[Collected data entries]
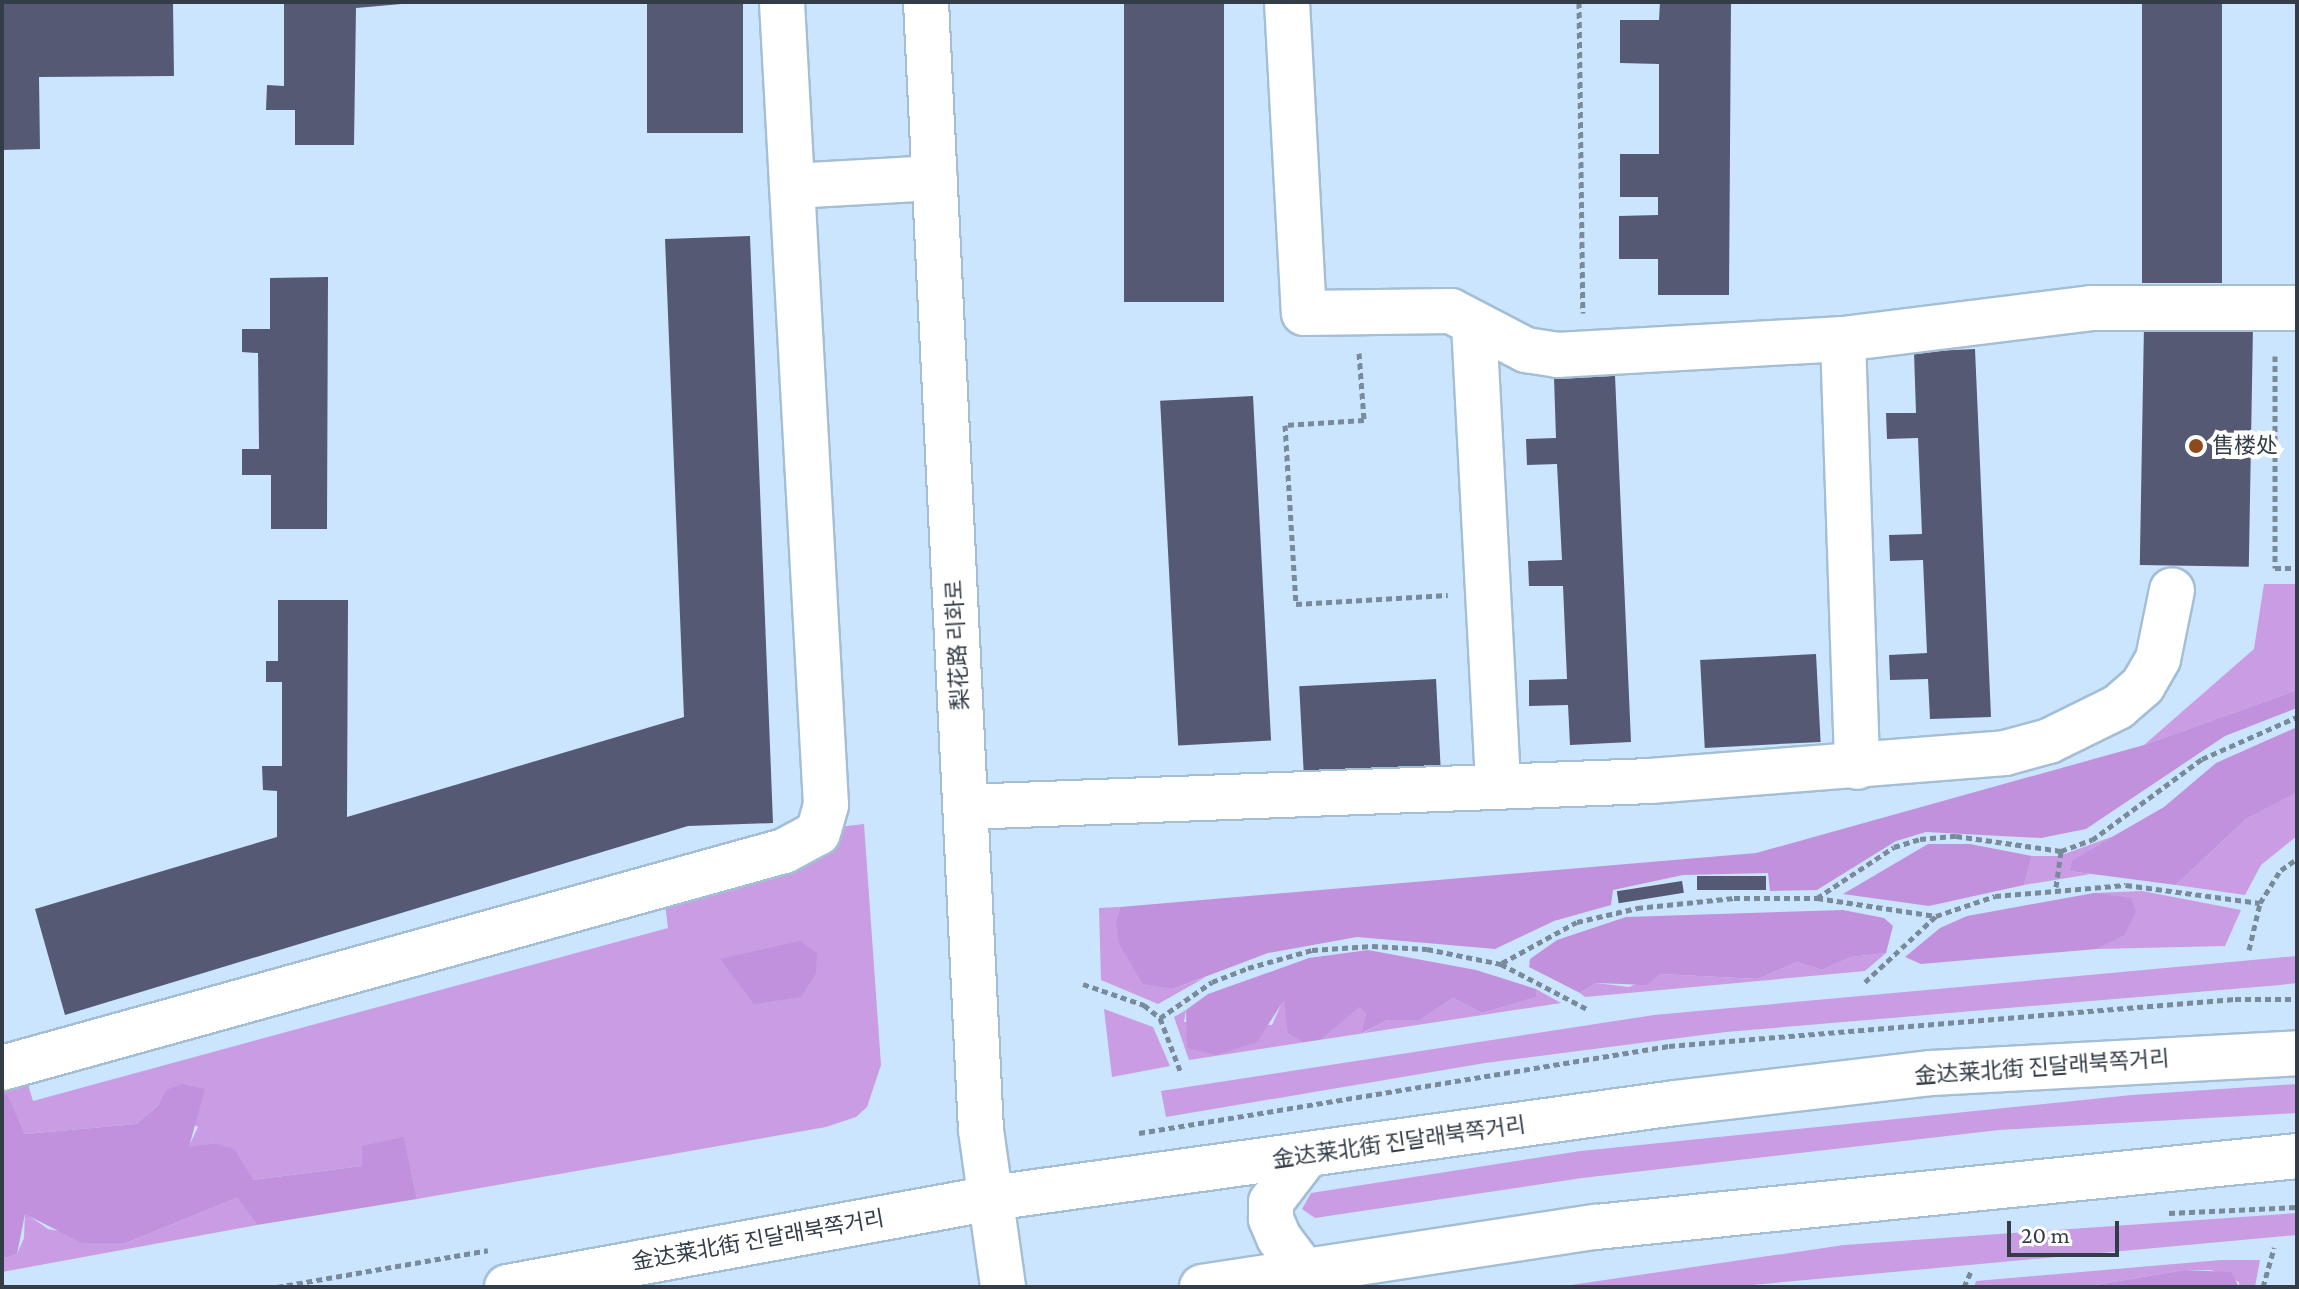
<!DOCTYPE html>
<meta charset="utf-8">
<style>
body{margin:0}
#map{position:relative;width:2299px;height:1289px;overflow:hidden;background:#cbe5fe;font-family:"Crimson Pro","Noto Sans SC","Noto Sans KR",serif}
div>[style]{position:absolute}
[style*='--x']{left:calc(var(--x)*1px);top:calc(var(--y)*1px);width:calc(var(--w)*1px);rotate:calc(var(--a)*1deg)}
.green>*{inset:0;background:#c99ce4}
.forest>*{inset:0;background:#c191dd}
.building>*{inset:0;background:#555973;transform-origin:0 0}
.path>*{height:5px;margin-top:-2.5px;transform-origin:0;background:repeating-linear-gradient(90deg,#798a9b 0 6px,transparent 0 10px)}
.roads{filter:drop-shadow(2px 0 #a4bed5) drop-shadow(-2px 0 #a4bed5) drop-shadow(0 2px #a4bed5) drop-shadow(0 -2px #a4bed5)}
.minor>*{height:44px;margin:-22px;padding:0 22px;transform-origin:22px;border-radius:22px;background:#fff}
.major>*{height:44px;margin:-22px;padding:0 22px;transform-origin:22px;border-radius:22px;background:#fff}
.dots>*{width:22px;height:22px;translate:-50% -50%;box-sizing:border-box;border:4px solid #fff;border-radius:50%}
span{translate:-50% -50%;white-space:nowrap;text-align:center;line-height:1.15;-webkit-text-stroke:8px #fff;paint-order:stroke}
.poi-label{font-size:22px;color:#333d47}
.left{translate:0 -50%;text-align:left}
.street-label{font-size:22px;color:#333d47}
.frame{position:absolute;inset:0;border:4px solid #333d47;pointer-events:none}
.scale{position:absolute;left:2007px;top:1221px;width:112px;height:36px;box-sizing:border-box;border:4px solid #333d47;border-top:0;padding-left:10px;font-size:24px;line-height:28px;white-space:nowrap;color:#333d47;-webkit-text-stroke:6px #fff;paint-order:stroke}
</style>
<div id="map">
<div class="green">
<i style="clip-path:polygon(2264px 584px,2297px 584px,2297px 690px,2144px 745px,2254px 649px)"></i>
<i style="clip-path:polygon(2297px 793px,2297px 836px,2261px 865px,2245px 895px,2176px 885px,2246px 819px)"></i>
<i style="clip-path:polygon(864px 824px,881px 1065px,867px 1107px,856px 1117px,826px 1127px,417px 1199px,404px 1138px,362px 1166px,253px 1180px,215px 1143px,188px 1148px,198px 1127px,159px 1105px,136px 1124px,25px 1134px,7px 1095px,2px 1095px,2px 1077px,24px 1071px,33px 1101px,668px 928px,665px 904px,814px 862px,826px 853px,839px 827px)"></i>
<i style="clip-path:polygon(2114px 836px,2072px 860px,2069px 871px,2091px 874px,2024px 885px,2032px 856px,2059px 856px)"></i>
<i style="clip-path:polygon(2142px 891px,2241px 910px,2225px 946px,2097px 949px,2124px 936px,2094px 893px)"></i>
<i style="clip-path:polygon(1120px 907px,1116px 920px,1173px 989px,1206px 977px,1158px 1004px,1101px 980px,1099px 908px)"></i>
<i style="clip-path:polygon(1886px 953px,1865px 971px,1585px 997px,1580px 993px,1596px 983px,1629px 987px,1660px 974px,1758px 979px,1797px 962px,1822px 970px,1851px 957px)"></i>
<i style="clip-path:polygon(2297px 956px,2297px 983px,2280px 985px,1726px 1032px,1485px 1063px,1166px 1117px,1161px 1091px,1654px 1015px)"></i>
<i style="clip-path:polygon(1536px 989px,1561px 1003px,1189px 1060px,1174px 1017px,1186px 1010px,1184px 1022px,1272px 1025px,1284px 998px,1322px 1039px,1361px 1006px,1366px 1012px,1363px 1033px,1388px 1020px,1420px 1020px,1453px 998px,1482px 1013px,1535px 997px)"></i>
<i style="clip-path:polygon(1104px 1009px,1153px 1027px,1170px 1066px,1112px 1077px)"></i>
<i style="clip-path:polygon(2297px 1084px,2297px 1113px,1999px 1130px,1582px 1178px,1315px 1218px,1302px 1209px,1311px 1193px,1581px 1151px,2132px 1095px)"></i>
<i style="clip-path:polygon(237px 1198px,257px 1225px,2px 1272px,2px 1259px,17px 1254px,24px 1238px,25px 1213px,48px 1229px,126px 1243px)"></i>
<i style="clip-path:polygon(2297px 1213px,2297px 1235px,1730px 1287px,1557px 1287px,1844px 1245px)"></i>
<i style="clip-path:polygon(2221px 1260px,2260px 1260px,2255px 1287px,2239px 1287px,2239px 1282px,2211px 1270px,2184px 1270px,2095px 1285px,1974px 1287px,1976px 1281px)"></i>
</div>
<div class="forest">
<i style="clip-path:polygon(2297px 690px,2297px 708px,2225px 736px,2086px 829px,2041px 838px,1926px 832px,1896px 841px,1817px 890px,1770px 891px,1768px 873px,1683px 875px,1613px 890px,1611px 905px,1554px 921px,1495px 949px,1357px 937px,1268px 953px,1173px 989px,1143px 984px,1119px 944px,1116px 920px,1120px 907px,1756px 853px,2144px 745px)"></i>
<i style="clip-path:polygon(2297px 727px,2297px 793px,2246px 819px,2176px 885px,2069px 871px,2072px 860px,2164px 807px,2216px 763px)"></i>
<i style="clip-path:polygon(1928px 844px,1970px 844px,2032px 856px,2024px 885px,1929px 906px,1843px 894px)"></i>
<i style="clip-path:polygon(2094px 893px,2131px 898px,2136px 911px,2124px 936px,2097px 949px,1921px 964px,1905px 957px,1940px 928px,1967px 916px)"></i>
<i style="clip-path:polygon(1843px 910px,1884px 918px,1893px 926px,1886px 953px,1851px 957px,1822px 970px,1797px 962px,1758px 979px,1660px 974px,1647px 985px,1596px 983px,1580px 993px,1529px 967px,1530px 959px,1557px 940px,1626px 917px)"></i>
<i style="clip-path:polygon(800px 941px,817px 953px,816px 973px,801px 997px,754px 1004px,720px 959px)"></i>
<i style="clip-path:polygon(1368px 950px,1476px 970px,1536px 989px,1536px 997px,1482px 1013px,1453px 998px,1420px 1020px,1388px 1020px,1362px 1033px,1366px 1013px,1360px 1007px,1322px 1039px,1303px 1042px,1288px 1033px,1284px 1000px,1257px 1042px,1216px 1055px,1187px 1048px,1186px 1010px,1208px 994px,1309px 958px)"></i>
<i style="clip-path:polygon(182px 1084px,205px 1089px,189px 1147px,215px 1143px,235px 1150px,253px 1180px,362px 1166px,362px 1146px,404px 1137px,417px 1199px,257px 1225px,237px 1198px,126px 1243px,82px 1243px,25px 1214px,17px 1254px,2px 1259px,2px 1095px,7px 1094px,25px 1134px,136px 1124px,159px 1105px,166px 1090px)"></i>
<i style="clip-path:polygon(2184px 1270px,2231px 1272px,2239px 1287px,1995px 1287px,2095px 1285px)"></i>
</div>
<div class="building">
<i style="clip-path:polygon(2px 2px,173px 2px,174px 76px,39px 77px,40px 149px,2px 150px)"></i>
<i style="clip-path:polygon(284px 2px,424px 2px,356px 8px,354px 145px,295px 145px,295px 110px,266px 110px,267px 85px,284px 86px)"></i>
<i style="left:647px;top:2px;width:96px;height:131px"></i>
<i style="left:1124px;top:2px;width:100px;height:300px"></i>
<i style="clip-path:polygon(1660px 2px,1731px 2px,1729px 295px,1658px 295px,1658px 259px,1619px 259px,1619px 216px,1658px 215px,1658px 197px,1620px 197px,1620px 154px,1659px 154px,1659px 64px,1620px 63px,1620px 20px,1659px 20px)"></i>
<i style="left:2142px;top:2px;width:80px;height:281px"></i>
<i style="clip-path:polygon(750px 236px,773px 823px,688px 826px,65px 1015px,35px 909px,277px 837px,277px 791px,263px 790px,262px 766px,282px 766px,282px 682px,266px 682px,266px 661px,278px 661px,278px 600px,348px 600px,347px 817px,684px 717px,665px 239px)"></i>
<i style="clip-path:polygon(328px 277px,327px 529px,271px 529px,271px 475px,242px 475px,242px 449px,259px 449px,258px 353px,242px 352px,242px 329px,270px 329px,270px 278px)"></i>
<i style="left:2144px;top:325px;width:109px;height:240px;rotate:1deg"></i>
<i style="clip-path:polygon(1975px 349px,1991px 717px,1930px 719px,1928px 679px,1890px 680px,1889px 655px,1927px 653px,1923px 560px,1890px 561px,1889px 535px,1922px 534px,1918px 438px,1887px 439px,1886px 413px,1916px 413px,1914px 352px)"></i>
<i style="clip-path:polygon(1615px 375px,1631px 742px,1570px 745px,1568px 705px,1529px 706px,1529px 680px,1567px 679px,1563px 586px,1529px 586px,1528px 561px,1562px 560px,1557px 464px,1527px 465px,1526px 439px,1556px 438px,1554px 378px)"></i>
<i style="left:1253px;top:396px;width:345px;height:93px;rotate:87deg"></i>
<i style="left:1816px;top:654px;width:88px;height:116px;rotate:87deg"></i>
<i style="left:1436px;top:679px;width:90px;height:137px;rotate:87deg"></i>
<i style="left:1766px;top:876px;width:14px;height:69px;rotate:90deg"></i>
<i style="left:1682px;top:881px;width:12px;height:66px;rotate:81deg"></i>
</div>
<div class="path">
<i style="--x:1579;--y:2;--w:311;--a:89.3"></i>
<i style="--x:1359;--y:353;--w:67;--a:85.7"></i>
<i style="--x:1364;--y:420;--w:79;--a:176.4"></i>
<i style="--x:1285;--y:425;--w:179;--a:86.5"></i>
<i style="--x:1296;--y:604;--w:152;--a:-3.4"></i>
<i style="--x:2275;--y:356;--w:212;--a:90"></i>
<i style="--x:2275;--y:568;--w:22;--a:0"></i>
<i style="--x:2056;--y:887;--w:36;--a:-82"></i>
<i style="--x:1817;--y:898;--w:92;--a:-33.5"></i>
<i style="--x:1894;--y:847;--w:27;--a:-17"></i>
<i style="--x:1920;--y:839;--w:36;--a:-5"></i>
<i style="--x:1956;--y:836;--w:106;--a:8.1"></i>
<i style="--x:2061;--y:851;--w:33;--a:-20"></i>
<i style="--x:2092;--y:840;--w:137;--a:-36.4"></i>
<i style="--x:2202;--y:759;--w:104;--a:-23.9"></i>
<i style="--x:2249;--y:950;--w:48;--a:-76.8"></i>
<i style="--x:2260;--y:903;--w:39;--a:-58"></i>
<i style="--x:2281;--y:870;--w:19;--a:-35"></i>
<i style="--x:1502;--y:963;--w:85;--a:-28.7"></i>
<i style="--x:1577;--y:922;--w:62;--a:-13.1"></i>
<i style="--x:1637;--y:908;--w:98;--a:-5.9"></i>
<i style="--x:1734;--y:898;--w:83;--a:0"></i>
<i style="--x:1817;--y:898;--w:120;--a:8.6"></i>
<i style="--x:1865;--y:982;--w:97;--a:-42.9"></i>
<i style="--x:1936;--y:916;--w:62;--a:-18.7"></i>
<i style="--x:1995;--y:896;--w:131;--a:-4.8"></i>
<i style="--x:2126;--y:885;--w:135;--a:7.7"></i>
<i style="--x:1083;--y:984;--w:65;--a:19"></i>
<i style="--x:1144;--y:1005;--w:21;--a:39"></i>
<i style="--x:1160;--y:1018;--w:59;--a:69.1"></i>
<i style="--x:1160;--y:1018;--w:63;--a:-34.7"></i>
<i style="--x:1212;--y:982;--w:39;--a:-21"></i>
<i style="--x:1248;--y:968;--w:66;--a:-15.7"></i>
<i style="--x:1312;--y:950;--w:60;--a:-3.8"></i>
<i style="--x:1372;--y:946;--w:55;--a:3.1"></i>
<i style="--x:1427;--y:949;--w:76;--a:11.5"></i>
<i style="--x:1501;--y:964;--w:97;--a:27.6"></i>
<i style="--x:1139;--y:1133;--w:537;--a:-9.32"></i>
<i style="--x:1669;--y:1046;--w:568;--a:-4.75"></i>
<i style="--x:2235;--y:999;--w:62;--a:0"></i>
<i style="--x:2169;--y:1213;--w:128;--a:-2.7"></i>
<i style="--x:277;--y:1287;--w:214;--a:-9.9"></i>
<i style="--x:1964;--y:1287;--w:17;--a:-66"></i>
<i style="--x:2263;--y:1287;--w:41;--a:-74.2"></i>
</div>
<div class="roads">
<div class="minor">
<i style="--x:926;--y:2;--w:1129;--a:87.21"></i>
<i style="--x:981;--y:1130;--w:159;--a:82"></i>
<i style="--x:1287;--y:2;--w:311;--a:86.9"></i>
<i style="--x:1304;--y:313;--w:147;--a:-0.8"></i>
<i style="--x:1451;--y:311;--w:85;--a:27.5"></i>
<i style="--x:1526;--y:350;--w:31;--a:9"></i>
<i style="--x:1557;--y:355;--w:286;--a:-3.2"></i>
<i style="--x:1843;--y:339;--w:250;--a:-7.1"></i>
<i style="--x:2091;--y:308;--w:206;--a:0"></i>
<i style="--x:792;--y:186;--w:143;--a:-3.2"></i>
<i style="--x:1474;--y:324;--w:463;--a:87"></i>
<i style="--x:1843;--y:339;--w:428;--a:88.1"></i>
<i style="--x:965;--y:807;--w:685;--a:-2.17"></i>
<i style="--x:1650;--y:781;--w:356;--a:-4.5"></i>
<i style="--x:2005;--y:753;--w:46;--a:-15.3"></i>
<i style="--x:2049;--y:741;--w:77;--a:-26.2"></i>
<i style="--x:2118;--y:707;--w:33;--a:-41"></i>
<i style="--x:2143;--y:685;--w:30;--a:-60"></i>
<i style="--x:2158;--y:659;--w:70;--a:-78.5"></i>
<i style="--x:2;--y:1068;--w:812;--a:-15.51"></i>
<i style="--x:784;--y:851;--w:38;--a:-28"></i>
<i style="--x:818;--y:833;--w:29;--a:-74"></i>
<i style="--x:826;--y:805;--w:804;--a:-93.14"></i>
</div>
<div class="major">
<i style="--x:1304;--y:1271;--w:41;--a:-127.1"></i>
<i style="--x:1279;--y:1238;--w:21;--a:-113"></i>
<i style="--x:1271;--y:1219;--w:17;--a:-90"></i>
<i style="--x:1271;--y:1202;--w:58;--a:-52.7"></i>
<i style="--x:507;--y:1287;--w:493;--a:-10.4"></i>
<i style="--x:992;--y:1198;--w:690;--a:-7.92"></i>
<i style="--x:1675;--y:1103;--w:258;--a:-6.7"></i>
<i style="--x:1931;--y:1073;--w:367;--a:-3.1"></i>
<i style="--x:1202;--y:1287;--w:399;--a:-8.7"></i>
<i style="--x:1596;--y:1227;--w:705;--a:-5.78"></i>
</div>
</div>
<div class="dots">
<i style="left:2196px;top:446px;background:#8e4a1c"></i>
</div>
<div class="poi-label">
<span class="left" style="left:2212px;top:446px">售楼处</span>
</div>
<div class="street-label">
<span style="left:957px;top:645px;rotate:-93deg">梨花路 리화로</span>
<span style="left:2042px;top:1067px;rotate:-4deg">金达莱北街 진달래북쪽거리</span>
<span style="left:1399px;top:1142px;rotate:-8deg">金达莱北街 진달래북쪽거리</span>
<span style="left:758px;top:1240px;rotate:-10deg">金达莱北街 진달래북쪽거리</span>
</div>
<div class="frame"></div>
<div class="scale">20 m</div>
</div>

**TASK DIRECTIONS**
Verbatim transcription needed, from the opening line of the entries above through the line containing "0 #a4bed5) drop-shadow(-2px"; pictures do not belong in it.

**WRITTEN ANSWER**
<!DOCTYPE html>
<meta charset="utf-8">
<style>
body{margin:0}
#map{position:relative;width:2299px;height:1289px;overflow:hidden;background:#cbe5fe;font-family:"Crimson Pro","Noto Sans SC","Noto Sans KR",serif}
div>[style]{position:absolute}
[style*='--x']{left:calc(var(--x)*1px);top:calc(var(--y)*1px);width:calc(var(--w)*1px);rotate:calc(var(--a)*1deg)}
.green>*{inset:0;background:#c99ce4}
.forest>*{inset:0;background:#c191dd}
.building>*{inset:0;background:#555973;transform-origin:0 0}
.path>*{height:5px;margin-top:-2.5px;transform-origin:0;background:repeating-linear-gradient(90deg,#798a9b 0 6px,transparent 0 10px)}
.roads{filter:drop-shadow(2px 0 #a4bed5) drop-shadow(-2px 0 #a4bed5) drop-shadow(0 2px #a4bed5) drop-shadow(0 -2px #a4bed5)}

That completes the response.